Фархад забрал деньги и, процедив сквозь зубы «Спасибо», вернулся в ночлежку. Он расположился в старом продавленном кресле в холле, прислонив костыли к подлокотнику, и растерянно вертел в руках банковскую карточку. Он осторожно проводил кончиками пальцев по закругленным углам, по выбитым на гладкой поверхности цифрам и буквам, словно слепой, изучающий текст, написанный азбукой Брайля, и чувствовал себя динозавром, доисторическим ящером, неизвестно как оказавшемся в 21-м веке. И все в этом мире было для него чужим, незнакомым и непонятным. Наталья Ивановна, проходя мимо, даже замедлила шаг и затаила дыхание, чтобы не помешать, не нарушить то важное, что происходило в душе Фархада, внутренним чутьем уловив значимость момента. Уж очень необычным было выражение лица ее подопечного. Взгляд черных восточных глаз был устремлен куда-то сквозь пространство и время, и казалось, что в его душе рушились и возрождались из пепла неведомые миры.
Просидев так часа два, Фархад очнулся от своих дум и, тяжело опираясь на костыли, отправился в кабинет начальницы.
— Наталья Иванна, — произнес он, — Я вам деньги принес.
Фифа подняла от вороха бумаг на столе удивленные миндалевидные глаза за стеклами элегантных очков.
— Какие деньги?
— Двести восемьдесят девять рублей, за лекарства.
— Да, бог с ними, с деньгами, Фархад! — легко отмахнулась она рукой с лакированными ногтями и снова обратила взор свой к бумагам. Но Фархад не собирался отступать и протянул хрустящие купюры.
— Не стоило, — продолжала упорствовать фифа, хотя в голосе ее он уловил нечто похожее на смущение.
— Не люблю быть должным! — с нажимом произнес Фархад и положил деньги на стол, — И банковскую каточку я прошу вас оставить у себя. А то местные уроды сопрут.
— Хорошо. Банковскую карту я уберу в сейф, — вздохнула Наталья Ивановна, подчинившись его упорству. — Если вы захотите снять деньги, просто скажите мне.

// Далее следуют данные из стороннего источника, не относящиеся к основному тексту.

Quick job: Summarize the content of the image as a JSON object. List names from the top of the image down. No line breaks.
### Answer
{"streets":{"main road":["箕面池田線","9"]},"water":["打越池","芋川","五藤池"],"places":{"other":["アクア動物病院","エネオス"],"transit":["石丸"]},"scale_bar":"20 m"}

Фархад кивнул и вышел из кабинета.
***
Спустя месяц Наталья Ивановна вызвала к себе Фархада и с радостью сообщила, что ей удалось устроить его в дом инвалидов.

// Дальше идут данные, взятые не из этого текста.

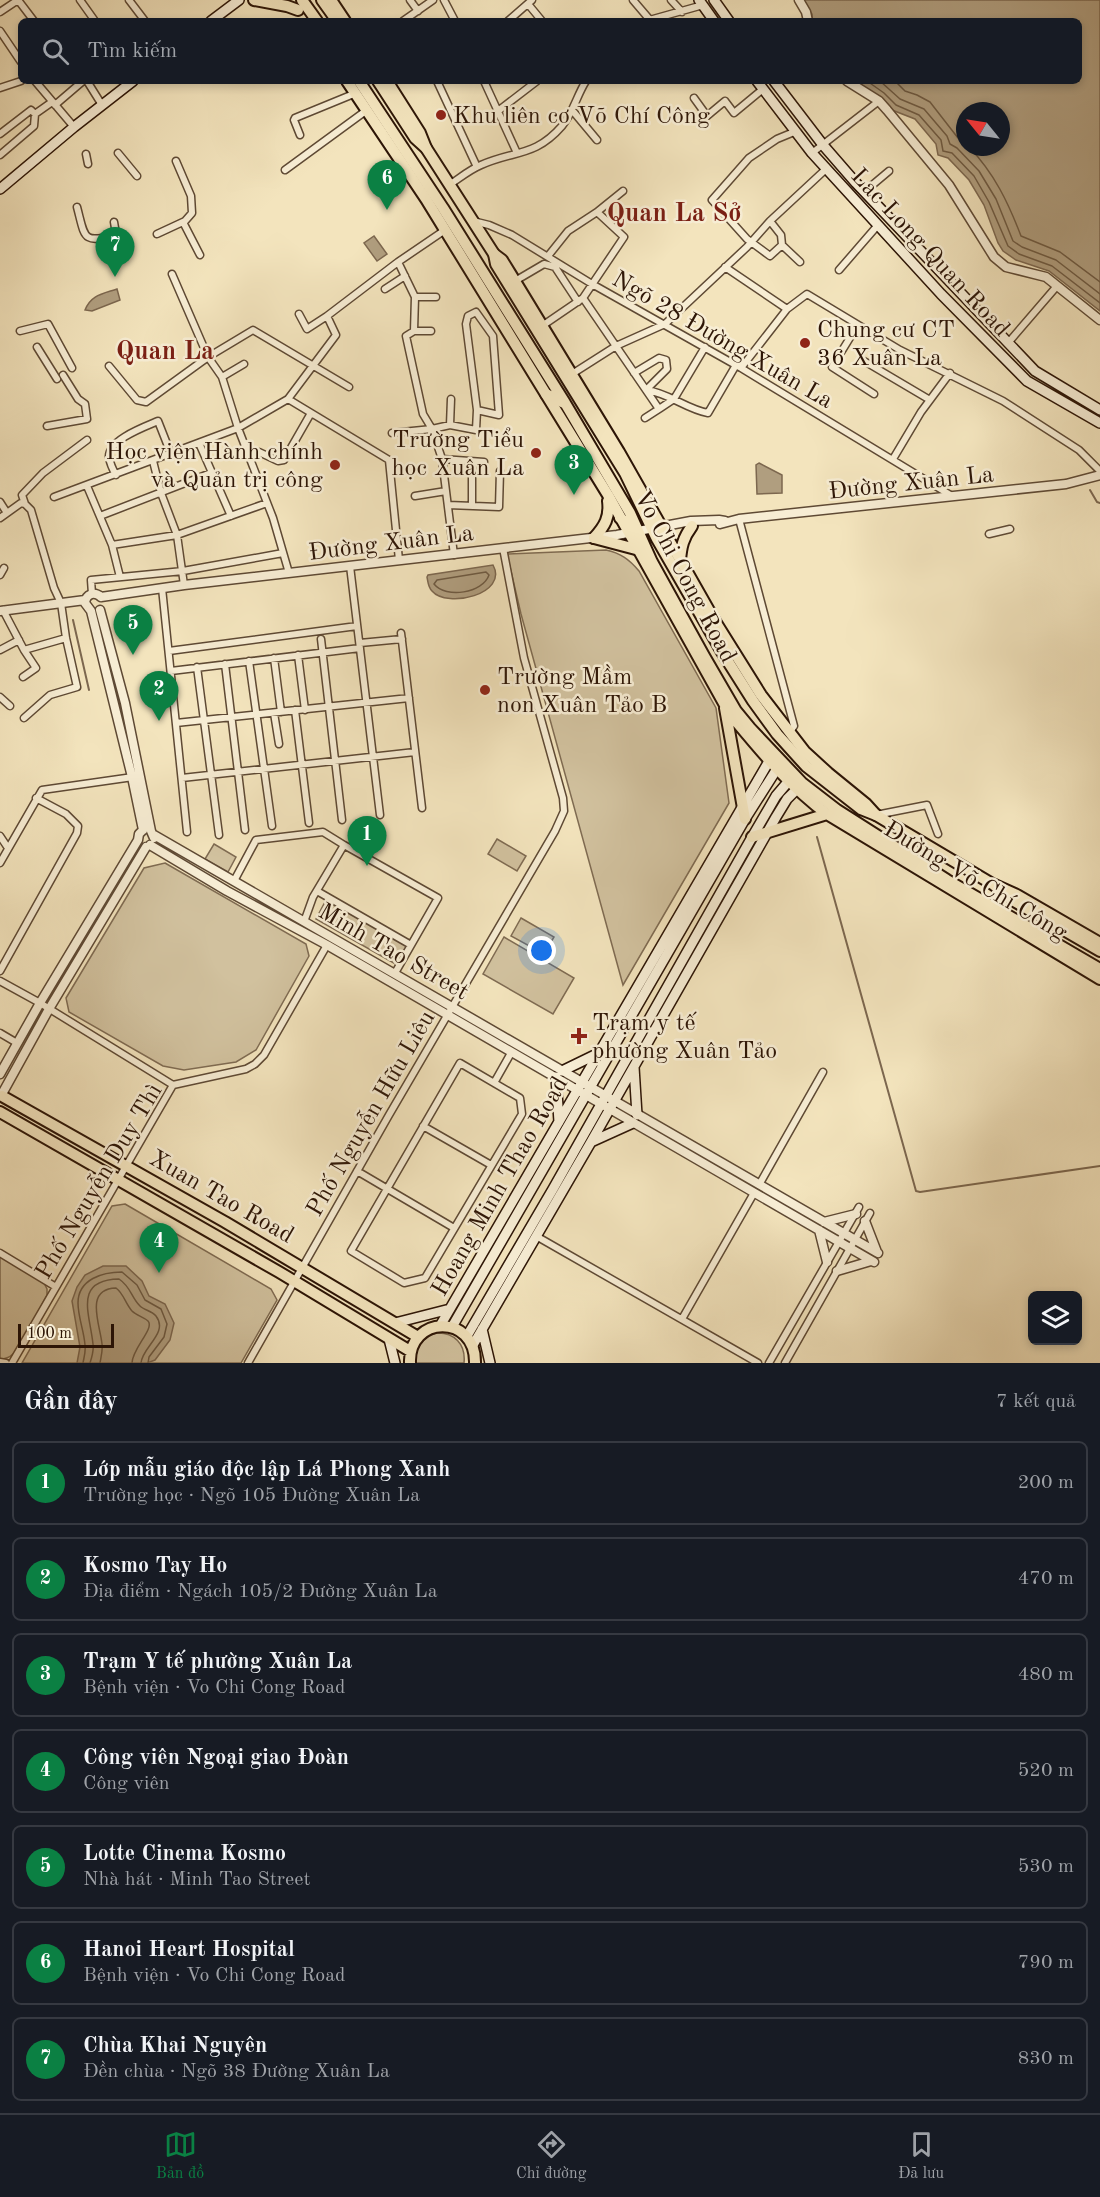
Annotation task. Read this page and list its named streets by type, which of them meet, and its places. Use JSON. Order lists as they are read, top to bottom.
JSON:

— Я сегодня разговаривала лично с главным врачом. Правда, пришлось дойти до Комитета по здравоохранению города, чтобы получить для вас направление, но главное результат! — объявила заведующая с торжествующей улыбкой победителя, выигравшего большое сражение. — Место, Фархад, очень хорошее, за городом, вокруг парк, свежий воздух, рядом озеро. Говорят, там даже рыбу местные обитатели ловят! — в красках расписывала Наталья Ивановна, словно и сама не отказалась бы пожить в таком замечательном месте. — Но, самое главное, там вас будут лечить. Так что за вашу дальнейшую судьбу я теперь спокойна!
Фархад с удивлением смотрел на эту красивую, ухоженную женщину и не понимал… Всей его жизнью выстроенная, вполне логичная структура мира разваливалась на части, на разрозненные куски. И причиной этого крушения были слова Натальи Ивановны, смысл которых не доходил до сознания Фархада. Наконец степень непонимания достигла своего апогея, и он не выдержал:
— Скажите, Наталья Ивановна, зачем вы это все делаете?

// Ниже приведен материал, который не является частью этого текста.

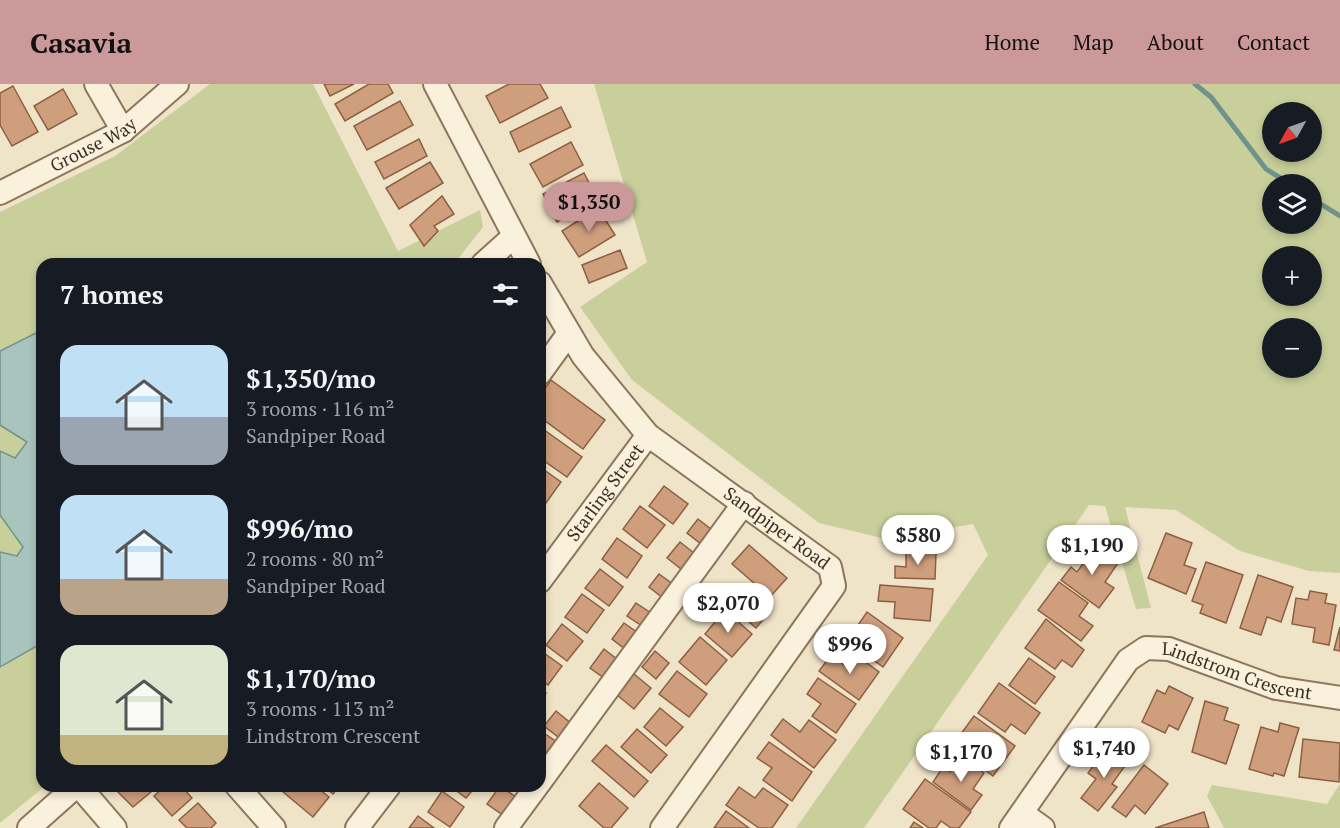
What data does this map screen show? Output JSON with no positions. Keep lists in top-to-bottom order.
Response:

— Что именно? — округлила глаза фифа.
— Вот это все! Возитесь тут со всеми нами, оформляете пенсии, пособия, восстанавливаете документы, лечите, устраиваете судьбу… Кому все это нужно?! Ведь мы же — подонки, отбросы общества! Бомжи, алкоголики, бывшие заключенные, воры и убийцы… Нормальные люди от нас шарахаться должны! Да нас всех надо собрать и в газовую камеру, как это делали фашисты!
— Но, мы же не фашисты, Фархад, — запинаясь, попыталась возразить фифа, — И говорить так о людях, это не правильно…
— А тратить деньги честных налогоплательщиков на нас, уродов, правильно? Выбивать направление в хороший дом инвалидов бывшему зеку с 40-летним стажем, это правильно? — голос Фархада звенел от напряжения и долго сдерживаемых эмоций.
— Правильно… — промямлила Наталья Ивановна, растерянно захлопав длинными ресницами за стеклами элегантных очков, из-за чего ее глаза сразу стали беззащитными.
— Вам же за это больших денег не заплатят. Тогда почему?! Объясните мне!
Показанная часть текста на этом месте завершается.